* DATA SUPPLIED
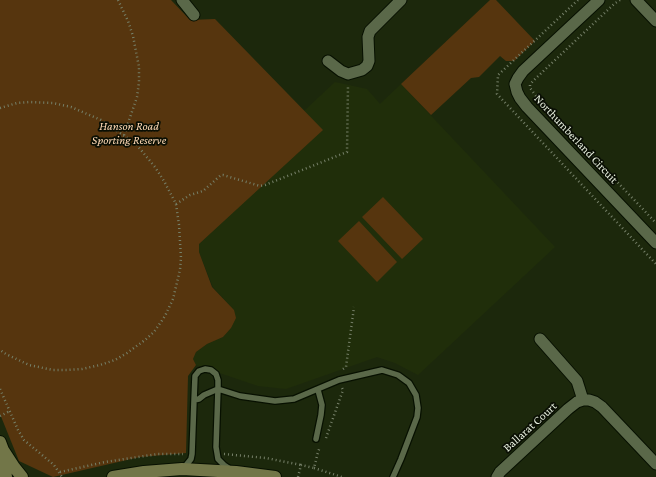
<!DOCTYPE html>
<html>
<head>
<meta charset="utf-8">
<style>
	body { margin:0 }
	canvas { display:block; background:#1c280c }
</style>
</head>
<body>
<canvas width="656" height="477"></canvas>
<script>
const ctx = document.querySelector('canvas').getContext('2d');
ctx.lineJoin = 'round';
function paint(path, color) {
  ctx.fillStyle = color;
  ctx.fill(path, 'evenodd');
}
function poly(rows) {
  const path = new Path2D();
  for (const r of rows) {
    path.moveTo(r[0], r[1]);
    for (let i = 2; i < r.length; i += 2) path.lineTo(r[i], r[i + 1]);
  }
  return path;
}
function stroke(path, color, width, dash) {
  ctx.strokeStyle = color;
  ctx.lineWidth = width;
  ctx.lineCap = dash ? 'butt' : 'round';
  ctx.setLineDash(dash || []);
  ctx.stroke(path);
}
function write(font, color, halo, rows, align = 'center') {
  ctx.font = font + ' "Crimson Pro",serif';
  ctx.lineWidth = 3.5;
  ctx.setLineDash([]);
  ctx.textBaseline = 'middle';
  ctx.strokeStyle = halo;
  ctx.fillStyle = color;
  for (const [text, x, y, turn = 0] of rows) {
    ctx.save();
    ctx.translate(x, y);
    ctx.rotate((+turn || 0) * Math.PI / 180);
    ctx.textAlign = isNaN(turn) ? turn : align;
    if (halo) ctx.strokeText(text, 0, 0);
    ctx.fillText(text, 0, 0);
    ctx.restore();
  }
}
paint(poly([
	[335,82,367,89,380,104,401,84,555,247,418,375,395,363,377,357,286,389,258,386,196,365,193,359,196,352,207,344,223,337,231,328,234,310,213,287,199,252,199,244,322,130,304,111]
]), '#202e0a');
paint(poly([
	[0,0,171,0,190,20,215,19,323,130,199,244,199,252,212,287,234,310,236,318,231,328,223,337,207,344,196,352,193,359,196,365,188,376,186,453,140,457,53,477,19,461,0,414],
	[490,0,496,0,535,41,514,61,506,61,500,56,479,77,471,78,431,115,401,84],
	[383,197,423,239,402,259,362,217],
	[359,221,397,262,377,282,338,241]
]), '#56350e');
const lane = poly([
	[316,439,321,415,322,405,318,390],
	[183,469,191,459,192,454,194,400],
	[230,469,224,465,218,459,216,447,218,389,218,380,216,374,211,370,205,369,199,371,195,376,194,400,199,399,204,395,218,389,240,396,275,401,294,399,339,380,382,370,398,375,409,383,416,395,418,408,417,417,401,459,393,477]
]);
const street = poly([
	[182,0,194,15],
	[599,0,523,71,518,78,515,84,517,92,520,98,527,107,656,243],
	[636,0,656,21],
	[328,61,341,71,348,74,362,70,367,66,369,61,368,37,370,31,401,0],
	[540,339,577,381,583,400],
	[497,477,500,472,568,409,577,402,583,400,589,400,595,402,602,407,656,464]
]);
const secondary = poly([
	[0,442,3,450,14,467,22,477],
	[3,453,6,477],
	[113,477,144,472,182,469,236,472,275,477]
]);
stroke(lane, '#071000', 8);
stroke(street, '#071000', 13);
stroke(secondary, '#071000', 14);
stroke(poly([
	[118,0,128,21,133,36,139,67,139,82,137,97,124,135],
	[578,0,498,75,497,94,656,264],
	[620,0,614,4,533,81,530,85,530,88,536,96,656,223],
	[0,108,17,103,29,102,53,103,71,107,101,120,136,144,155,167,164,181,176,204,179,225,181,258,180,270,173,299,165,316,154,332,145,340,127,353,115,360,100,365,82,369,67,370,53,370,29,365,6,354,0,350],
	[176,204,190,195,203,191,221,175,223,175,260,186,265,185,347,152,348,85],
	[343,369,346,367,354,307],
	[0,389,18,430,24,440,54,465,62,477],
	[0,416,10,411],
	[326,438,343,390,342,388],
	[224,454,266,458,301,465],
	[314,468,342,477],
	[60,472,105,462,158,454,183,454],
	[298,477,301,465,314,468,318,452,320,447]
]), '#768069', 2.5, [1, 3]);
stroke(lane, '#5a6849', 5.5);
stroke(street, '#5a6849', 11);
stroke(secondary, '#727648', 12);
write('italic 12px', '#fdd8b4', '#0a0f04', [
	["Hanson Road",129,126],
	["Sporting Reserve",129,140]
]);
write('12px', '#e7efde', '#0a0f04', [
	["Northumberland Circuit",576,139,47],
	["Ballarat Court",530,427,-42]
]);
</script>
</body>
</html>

* WHAT TO PRODUCE
Whenever the word "function" appears in a line of the listing, copy out that line.

* EXPECTED ANSWER
function paint(path, color) {
function poly(rows) {
function stroke(path, color, width, dash) {
function write(font, color, halo, rows, align = 'center') {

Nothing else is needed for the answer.